TRY IT:
Repeat each line, word for word, from the one containing "Dr. M. Hatta</span>" through the last line of the entries, and include no other output.

Collected data
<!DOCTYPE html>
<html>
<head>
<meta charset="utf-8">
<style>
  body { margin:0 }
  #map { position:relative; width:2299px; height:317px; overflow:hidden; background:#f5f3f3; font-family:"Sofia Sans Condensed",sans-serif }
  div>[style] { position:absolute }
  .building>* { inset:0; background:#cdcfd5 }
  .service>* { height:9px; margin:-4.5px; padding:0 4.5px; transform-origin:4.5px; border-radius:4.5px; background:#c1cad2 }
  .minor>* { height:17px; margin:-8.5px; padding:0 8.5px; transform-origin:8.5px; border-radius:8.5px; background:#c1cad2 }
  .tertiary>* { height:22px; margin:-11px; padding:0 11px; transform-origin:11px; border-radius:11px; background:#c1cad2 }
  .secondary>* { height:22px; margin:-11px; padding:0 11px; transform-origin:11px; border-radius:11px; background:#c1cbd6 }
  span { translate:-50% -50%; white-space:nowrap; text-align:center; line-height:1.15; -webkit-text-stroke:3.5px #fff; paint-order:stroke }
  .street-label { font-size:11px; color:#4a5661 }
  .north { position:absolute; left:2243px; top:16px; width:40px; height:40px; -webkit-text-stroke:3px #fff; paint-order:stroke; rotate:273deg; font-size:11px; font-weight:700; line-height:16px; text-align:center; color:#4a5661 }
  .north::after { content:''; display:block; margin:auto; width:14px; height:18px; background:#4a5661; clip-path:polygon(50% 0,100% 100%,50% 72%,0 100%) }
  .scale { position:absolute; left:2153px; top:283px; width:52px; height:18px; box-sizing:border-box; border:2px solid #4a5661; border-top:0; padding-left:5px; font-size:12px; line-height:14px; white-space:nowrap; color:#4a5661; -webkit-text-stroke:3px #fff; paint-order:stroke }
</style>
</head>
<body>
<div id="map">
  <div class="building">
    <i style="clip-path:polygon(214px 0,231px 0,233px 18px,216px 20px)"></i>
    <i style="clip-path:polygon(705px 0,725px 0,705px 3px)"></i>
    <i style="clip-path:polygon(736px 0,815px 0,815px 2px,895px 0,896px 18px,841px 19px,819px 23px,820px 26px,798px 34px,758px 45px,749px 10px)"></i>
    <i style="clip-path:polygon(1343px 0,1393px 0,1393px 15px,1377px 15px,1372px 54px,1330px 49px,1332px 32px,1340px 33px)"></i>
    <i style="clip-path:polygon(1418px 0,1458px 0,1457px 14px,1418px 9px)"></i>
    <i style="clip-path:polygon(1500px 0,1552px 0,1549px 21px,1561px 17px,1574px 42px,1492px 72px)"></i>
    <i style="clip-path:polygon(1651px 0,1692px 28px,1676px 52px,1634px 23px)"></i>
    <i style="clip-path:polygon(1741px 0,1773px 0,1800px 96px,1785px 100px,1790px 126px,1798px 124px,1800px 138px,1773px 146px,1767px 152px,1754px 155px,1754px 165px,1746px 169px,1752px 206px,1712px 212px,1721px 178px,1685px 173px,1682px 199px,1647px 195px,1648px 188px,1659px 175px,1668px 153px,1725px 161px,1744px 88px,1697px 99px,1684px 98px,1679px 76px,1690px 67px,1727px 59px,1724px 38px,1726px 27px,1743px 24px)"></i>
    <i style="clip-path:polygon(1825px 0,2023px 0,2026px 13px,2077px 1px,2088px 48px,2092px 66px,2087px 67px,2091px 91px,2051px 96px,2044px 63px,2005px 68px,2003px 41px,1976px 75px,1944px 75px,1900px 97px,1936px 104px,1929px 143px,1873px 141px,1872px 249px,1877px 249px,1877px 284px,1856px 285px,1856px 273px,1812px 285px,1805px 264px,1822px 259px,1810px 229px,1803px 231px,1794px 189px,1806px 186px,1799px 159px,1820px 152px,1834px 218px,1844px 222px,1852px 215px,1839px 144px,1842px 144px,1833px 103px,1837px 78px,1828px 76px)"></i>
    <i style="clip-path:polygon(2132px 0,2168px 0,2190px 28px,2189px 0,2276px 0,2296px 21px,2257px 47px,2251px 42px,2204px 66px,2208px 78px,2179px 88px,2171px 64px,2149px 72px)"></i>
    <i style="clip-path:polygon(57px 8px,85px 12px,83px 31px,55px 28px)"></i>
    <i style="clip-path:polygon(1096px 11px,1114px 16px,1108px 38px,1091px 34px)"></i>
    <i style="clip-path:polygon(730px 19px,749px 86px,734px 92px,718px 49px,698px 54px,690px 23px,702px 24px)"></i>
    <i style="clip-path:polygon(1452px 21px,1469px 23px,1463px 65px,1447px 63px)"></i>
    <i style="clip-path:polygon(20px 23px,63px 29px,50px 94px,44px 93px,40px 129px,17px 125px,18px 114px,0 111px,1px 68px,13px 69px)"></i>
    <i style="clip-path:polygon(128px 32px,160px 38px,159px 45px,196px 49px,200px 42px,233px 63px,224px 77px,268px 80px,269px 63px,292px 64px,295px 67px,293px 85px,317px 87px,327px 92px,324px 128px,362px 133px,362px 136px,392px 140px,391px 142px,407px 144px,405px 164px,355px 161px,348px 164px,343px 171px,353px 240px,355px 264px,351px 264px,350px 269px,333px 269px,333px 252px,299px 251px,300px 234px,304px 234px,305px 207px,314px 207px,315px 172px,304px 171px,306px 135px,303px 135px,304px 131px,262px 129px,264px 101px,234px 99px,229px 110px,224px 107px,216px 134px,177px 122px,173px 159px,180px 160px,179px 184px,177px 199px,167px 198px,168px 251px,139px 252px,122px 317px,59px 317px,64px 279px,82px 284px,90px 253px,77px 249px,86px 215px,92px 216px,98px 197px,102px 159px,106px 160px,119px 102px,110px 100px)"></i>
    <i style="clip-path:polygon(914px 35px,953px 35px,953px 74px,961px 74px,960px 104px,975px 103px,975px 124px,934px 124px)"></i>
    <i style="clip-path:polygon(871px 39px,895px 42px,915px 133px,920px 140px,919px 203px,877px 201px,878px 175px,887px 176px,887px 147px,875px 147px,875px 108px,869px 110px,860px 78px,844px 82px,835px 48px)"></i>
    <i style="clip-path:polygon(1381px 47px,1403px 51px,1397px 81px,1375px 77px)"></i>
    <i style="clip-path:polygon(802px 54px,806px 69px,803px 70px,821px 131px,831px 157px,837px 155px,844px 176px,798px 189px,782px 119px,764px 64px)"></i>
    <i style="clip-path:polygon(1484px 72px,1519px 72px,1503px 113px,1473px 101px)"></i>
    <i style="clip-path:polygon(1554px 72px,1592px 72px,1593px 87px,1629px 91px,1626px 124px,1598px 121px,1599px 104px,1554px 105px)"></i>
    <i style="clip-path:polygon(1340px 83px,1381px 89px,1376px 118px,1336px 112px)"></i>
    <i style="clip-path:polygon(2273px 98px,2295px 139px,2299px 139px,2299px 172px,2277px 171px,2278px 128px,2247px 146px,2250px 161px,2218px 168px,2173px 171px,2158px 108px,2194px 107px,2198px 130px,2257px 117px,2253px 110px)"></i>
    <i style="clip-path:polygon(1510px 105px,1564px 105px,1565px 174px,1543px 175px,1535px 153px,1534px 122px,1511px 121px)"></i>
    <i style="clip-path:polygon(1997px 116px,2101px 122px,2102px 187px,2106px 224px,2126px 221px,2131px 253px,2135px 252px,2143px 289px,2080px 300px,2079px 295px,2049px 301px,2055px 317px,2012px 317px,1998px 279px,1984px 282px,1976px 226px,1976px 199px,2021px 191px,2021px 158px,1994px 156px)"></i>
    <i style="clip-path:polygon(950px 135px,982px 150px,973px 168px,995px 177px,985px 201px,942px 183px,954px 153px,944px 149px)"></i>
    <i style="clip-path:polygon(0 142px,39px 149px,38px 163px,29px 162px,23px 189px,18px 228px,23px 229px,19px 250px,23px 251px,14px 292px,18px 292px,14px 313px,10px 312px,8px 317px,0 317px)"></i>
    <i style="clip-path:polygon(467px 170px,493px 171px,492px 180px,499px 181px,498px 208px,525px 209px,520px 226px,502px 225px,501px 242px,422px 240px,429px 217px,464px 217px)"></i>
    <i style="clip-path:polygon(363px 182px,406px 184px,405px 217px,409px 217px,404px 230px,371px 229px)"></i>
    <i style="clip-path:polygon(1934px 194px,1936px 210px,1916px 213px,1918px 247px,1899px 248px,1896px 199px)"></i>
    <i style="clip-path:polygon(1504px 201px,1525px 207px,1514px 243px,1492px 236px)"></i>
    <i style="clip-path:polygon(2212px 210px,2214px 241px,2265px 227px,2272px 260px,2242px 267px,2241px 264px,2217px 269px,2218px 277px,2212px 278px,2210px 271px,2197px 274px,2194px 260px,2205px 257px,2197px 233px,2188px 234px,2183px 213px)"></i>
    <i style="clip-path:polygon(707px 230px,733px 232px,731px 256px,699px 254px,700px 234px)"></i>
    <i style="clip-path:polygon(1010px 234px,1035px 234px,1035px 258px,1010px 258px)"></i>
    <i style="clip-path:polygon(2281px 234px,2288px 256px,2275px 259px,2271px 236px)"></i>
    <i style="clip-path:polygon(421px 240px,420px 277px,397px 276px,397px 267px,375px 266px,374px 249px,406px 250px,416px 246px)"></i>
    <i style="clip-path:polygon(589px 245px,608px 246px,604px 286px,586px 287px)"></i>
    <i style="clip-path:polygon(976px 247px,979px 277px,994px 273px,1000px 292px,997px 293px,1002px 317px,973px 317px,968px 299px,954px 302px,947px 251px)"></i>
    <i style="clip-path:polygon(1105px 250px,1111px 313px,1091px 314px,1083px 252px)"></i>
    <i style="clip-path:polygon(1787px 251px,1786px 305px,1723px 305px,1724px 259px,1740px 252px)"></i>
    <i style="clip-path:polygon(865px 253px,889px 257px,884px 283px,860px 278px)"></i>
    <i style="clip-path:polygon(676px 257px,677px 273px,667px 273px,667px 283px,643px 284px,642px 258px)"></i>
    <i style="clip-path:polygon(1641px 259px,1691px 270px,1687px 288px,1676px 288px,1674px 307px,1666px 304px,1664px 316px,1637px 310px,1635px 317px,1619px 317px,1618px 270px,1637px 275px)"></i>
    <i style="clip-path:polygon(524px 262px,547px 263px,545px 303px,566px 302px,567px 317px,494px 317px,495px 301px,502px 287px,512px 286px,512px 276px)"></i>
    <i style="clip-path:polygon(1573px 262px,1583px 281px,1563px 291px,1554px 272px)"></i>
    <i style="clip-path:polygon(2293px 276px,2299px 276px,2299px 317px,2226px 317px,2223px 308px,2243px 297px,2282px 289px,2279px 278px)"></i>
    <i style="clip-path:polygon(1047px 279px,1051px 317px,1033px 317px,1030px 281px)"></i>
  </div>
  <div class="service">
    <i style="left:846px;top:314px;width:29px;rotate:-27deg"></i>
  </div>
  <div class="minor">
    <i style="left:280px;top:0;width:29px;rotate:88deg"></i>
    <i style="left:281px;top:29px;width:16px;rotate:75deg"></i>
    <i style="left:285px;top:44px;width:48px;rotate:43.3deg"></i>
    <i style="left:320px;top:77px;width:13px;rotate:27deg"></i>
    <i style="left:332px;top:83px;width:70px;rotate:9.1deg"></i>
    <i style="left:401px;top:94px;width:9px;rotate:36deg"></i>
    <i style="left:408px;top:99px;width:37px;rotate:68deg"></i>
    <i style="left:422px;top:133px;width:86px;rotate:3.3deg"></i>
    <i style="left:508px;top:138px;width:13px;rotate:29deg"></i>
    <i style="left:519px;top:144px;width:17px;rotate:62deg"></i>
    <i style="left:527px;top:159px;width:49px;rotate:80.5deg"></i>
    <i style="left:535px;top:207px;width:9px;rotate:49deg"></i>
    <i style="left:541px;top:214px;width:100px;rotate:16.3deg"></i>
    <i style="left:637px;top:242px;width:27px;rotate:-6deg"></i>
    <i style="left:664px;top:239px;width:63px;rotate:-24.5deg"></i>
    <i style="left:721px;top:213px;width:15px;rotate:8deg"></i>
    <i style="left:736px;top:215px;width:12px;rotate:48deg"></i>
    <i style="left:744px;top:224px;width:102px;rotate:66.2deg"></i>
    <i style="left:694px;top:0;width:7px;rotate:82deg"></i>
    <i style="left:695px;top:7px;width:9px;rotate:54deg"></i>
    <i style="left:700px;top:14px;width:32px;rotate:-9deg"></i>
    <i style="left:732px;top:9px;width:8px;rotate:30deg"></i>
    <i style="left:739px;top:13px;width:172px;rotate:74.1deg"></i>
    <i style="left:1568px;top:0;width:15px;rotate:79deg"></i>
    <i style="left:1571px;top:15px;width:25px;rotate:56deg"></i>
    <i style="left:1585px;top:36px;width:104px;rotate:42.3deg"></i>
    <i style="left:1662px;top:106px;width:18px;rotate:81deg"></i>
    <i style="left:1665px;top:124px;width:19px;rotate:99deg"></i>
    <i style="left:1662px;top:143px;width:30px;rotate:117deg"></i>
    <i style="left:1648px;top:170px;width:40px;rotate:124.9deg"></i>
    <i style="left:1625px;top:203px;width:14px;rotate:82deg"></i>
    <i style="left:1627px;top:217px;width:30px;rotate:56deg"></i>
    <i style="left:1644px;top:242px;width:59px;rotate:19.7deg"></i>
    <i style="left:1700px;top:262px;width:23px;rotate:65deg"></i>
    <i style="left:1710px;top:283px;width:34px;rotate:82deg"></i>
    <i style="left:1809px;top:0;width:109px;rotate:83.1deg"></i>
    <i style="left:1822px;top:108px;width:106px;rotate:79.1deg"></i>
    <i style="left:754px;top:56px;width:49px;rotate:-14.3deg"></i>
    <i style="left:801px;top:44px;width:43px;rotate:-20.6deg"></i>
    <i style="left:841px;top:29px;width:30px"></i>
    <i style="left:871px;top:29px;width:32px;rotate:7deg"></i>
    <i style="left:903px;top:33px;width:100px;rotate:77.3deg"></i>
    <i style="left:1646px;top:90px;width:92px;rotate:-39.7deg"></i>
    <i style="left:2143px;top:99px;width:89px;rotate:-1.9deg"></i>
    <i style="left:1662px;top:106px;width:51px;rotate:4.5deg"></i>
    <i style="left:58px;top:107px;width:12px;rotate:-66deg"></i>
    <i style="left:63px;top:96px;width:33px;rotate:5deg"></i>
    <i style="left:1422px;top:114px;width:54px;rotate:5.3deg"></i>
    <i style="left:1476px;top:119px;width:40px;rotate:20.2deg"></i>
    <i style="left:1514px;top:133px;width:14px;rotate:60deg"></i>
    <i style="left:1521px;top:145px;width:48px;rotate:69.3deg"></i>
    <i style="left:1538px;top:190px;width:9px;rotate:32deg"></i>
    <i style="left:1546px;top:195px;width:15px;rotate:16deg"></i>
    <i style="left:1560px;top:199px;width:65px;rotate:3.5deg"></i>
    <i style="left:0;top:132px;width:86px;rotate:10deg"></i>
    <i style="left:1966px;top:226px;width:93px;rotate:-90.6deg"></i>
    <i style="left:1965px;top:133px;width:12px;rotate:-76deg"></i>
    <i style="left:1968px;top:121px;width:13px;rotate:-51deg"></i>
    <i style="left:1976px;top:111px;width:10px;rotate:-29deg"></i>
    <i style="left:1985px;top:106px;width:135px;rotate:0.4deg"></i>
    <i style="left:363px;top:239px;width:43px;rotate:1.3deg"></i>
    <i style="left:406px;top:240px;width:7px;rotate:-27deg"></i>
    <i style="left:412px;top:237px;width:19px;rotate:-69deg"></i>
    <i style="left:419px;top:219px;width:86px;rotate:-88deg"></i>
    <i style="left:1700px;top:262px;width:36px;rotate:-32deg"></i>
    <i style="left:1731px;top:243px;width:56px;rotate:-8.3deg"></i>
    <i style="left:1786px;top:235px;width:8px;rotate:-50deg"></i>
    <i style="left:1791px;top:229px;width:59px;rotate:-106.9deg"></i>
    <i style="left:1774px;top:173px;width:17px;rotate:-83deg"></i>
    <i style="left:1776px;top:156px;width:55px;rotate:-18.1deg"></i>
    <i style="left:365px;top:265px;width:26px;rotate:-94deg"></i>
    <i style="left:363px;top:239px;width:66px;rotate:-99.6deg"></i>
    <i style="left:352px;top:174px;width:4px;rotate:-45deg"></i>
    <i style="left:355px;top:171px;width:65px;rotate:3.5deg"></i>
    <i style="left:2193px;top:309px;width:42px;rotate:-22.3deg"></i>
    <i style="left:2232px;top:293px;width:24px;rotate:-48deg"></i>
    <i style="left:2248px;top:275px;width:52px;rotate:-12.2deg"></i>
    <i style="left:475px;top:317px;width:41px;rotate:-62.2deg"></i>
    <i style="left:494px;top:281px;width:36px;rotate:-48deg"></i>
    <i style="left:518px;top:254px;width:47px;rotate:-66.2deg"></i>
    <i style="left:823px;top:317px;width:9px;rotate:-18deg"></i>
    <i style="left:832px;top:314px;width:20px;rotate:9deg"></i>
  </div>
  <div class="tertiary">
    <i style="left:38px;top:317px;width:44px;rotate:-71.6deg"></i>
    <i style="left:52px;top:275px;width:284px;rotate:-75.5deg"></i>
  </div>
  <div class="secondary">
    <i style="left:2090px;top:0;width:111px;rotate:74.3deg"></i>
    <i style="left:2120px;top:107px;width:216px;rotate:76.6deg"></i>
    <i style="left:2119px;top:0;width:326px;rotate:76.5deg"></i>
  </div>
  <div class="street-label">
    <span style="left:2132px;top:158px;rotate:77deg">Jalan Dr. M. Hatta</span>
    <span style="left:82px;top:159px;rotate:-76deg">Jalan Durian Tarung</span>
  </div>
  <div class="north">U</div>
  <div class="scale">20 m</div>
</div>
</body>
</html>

RESULT:
    <span style="left:2132px;top:158px;rotate:77deg">Jalan Dr. M. Hatta</span>
    <span style="left:82px;top:159px;rotate:-76deg">Jalan Durian Tarung</span>
  </div>
  <div class="north">U</div>
  <div class="scale">20 m</div>
</div>
</body>
</html>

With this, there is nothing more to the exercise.